::: SOURCE INFORMATION :::

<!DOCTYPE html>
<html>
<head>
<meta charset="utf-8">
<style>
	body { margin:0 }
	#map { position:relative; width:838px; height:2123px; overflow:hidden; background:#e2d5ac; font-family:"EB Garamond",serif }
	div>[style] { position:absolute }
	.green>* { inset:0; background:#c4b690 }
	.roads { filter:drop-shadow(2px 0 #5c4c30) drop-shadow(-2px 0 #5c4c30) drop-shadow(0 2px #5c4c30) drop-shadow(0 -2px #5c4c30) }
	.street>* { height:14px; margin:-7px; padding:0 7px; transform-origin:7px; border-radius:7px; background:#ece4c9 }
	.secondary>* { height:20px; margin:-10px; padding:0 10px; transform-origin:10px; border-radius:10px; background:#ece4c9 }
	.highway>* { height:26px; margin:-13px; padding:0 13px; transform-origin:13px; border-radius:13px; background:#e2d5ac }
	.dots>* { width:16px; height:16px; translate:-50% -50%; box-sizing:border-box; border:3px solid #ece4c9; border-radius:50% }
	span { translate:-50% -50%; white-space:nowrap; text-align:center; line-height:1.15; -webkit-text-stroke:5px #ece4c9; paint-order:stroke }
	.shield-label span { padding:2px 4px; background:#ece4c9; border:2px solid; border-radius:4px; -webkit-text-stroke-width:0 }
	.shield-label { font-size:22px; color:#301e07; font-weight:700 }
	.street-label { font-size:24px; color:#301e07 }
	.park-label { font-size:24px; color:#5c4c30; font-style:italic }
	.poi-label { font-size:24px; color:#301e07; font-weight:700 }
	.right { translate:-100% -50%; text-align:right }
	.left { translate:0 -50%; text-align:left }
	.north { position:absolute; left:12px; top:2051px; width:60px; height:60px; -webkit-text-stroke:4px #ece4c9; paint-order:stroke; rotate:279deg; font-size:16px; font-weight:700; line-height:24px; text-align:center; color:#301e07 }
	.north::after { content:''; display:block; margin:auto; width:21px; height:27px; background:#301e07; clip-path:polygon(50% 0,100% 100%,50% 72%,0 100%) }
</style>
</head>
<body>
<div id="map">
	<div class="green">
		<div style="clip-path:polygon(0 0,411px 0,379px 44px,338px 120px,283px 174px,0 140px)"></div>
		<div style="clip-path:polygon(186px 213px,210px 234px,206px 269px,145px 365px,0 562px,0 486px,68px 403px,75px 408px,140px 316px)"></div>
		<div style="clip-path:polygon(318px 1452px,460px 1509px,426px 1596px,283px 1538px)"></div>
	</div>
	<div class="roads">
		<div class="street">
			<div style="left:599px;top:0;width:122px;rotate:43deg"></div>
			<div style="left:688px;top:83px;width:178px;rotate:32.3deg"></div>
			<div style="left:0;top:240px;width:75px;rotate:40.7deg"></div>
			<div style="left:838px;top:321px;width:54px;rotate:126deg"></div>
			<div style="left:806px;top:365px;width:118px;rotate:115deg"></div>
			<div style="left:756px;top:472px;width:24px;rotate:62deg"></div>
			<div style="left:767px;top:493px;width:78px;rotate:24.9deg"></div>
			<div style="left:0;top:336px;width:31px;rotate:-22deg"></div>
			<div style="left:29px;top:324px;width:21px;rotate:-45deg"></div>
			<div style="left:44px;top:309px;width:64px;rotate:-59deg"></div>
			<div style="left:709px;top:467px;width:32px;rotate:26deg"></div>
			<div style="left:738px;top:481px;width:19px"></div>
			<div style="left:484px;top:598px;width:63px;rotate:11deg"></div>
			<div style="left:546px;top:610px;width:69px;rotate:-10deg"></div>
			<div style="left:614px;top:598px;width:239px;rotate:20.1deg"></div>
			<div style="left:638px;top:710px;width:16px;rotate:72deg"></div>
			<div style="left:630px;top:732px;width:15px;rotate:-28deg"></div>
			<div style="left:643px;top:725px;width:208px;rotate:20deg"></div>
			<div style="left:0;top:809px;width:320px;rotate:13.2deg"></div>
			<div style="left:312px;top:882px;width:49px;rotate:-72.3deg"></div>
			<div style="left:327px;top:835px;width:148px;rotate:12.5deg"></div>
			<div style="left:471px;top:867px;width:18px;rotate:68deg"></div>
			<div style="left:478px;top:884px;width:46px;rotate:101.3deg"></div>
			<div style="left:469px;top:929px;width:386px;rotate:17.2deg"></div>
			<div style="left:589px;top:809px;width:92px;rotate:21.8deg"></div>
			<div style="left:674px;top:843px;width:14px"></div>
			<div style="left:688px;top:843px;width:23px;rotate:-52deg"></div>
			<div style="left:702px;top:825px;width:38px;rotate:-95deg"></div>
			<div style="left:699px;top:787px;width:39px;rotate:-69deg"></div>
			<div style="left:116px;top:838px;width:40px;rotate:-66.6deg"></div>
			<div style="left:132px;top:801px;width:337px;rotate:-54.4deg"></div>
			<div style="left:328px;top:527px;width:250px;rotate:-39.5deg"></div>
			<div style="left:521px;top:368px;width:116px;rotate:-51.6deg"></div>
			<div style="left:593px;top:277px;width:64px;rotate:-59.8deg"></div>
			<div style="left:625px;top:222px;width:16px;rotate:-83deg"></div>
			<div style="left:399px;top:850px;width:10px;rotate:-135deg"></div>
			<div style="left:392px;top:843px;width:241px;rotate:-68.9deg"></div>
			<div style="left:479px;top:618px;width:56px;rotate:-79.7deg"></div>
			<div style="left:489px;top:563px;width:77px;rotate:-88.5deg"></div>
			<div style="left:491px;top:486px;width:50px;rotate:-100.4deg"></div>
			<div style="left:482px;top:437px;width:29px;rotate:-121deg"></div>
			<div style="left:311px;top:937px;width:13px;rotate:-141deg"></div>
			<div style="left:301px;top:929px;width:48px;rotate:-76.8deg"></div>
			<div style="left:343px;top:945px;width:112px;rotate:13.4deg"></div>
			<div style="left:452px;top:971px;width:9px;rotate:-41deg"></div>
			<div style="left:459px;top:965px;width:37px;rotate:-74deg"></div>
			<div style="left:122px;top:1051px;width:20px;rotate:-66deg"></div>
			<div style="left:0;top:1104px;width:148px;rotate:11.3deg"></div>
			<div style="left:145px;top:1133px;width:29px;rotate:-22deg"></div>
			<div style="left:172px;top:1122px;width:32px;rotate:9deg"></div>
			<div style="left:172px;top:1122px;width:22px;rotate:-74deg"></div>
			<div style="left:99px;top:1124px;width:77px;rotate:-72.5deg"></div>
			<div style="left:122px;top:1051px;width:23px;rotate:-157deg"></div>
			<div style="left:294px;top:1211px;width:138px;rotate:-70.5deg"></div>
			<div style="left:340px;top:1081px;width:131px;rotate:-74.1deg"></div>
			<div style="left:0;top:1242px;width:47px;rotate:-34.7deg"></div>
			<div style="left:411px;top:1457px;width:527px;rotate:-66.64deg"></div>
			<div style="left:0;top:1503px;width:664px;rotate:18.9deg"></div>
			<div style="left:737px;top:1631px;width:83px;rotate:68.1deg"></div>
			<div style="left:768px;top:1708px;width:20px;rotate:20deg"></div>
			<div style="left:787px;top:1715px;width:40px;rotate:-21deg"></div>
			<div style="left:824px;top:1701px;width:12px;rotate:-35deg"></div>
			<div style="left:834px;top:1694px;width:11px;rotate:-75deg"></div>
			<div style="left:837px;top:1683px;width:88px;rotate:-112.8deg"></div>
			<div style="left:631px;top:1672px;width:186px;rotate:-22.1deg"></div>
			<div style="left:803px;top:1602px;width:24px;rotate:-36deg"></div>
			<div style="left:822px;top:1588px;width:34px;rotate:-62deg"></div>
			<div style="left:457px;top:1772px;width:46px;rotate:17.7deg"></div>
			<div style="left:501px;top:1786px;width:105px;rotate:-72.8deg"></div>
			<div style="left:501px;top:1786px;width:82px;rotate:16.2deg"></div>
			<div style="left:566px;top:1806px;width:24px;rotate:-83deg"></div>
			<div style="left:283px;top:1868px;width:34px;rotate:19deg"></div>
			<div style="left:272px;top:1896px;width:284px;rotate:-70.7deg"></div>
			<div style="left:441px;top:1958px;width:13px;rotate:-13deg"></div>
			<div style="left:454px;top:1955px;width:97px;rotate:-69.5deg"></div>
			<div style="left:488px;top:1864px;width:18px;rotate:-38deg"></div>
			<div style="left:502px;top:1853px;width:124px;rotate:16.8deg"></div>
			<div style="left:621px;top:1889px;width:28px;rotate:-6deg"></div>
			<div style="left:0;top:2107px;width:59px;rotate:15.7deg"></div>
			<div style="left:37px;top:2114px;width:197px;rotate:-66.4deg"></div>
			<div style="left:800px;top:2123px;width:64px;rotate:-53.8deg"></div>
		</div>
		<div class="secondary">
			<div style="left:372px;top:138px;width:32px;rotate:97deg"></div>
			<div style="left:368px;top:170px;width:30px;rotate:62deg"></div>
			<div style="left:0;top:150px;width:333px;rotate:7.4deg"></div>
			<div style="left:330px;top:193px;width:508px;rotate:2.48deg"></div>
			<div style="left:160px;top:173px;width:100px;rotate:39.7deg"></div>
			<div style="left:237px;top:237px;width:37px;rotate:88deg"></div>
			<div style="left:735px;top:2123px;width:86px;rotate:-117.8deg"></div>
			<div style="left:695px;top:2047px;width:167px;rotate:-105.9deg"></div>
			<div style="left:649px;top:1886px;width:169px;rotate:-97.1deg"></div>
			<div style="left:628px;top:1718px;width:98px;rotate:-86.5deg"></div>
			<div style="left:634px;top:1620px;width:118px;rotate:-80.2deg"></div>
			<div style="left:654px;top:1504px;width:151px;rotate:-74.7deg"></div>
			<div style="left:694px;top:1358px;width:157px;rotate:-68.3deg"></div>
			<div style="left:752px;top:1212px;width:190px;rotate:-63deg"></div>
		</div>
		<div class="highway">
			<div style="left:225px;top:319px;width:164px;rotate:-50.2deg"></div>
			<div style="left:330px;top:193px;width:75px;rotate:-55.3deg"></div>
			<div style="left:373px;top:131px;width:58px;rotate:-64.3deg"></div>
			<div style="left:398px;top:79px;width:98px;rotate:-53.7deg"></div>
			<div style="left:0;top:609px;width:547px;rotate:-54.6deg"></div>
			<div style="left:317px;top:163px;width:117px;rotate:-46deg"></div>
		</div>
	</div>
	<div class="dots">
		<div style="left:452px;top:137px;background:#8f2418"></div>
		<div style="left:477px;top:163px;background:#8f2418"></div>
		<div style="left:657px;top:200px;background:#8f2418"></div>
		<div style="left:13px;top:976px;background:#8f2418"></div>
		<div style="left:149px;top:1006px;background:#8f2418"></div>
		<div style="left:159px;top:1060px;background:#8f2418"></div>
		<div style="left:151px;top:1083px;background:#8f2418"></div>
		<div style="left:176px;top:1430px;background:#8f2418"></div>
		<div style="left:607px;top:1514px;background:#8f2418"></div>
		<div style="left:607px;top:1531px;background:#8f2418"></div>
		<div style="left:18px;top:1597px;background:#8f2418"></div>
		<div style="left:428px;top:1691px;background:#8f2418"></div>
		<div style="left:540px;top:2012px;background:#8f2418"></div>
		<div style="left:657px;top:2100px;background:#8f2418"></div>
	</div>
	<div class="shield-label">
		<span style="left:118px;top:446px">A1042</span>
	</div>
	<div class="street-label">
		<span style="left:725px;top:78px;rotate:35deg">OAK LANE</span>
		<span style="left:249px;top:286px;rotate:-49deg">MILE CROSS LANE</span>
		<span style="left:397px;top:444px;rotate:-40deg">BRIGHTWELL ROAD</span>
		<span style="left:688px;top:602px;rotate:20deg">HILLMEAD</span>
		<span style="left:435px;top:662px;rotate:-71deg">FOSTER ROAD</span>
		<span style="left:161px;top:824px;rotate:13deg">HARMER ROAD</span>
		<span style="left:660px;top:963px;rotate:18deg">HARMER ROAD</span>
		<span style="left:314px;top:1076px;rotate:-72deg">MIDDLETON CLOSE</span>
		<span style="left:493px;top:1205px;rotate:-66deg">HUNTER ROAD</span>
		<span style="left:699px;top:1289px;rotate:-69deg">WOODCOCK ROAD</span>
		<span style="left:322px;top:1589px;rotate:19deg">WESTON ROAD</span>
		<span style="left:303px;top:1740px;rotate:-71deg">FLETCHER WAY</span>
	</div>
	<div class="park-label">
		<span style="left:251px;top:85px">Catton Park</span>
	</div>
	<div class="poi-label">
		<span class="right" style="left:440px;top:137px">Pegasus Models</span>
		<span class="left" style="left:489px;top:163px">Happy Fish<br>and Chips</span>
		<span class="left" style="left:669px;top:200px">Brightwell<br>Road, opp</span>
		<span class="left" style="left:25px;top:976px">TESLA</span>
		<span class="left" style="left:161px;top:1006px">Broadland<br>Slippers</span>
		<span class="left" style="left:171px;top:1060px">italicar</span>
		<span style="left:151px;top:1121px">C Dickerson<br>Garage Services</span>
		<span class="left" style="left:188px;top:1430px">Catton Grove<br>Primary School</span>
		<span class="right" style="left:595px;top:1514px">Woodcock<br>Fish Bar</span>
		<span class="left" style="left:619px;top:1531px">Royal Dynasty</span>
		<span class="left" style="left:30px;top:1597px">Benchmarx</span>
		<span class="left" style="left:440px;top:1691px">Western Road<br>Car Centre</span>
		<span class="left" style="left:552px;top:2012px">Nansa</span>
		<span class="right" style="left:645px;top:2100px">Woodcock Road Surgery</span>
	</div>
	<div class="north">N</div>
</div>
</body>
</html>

:::

**WHAT THE EXERCISE ASKS:** Using the material above, find each line that holds "roads" and copy that line.

**EXERCISE ANSWER:**
	.roads { filter:drop-shadow(2px 0 #5c4c30) drop-shadow(-2px 0 #5c4c30) drop-shadow(0 2px #5c4c30) drop-shadow(0 -2px #5c4c30) }
	<div class="roads">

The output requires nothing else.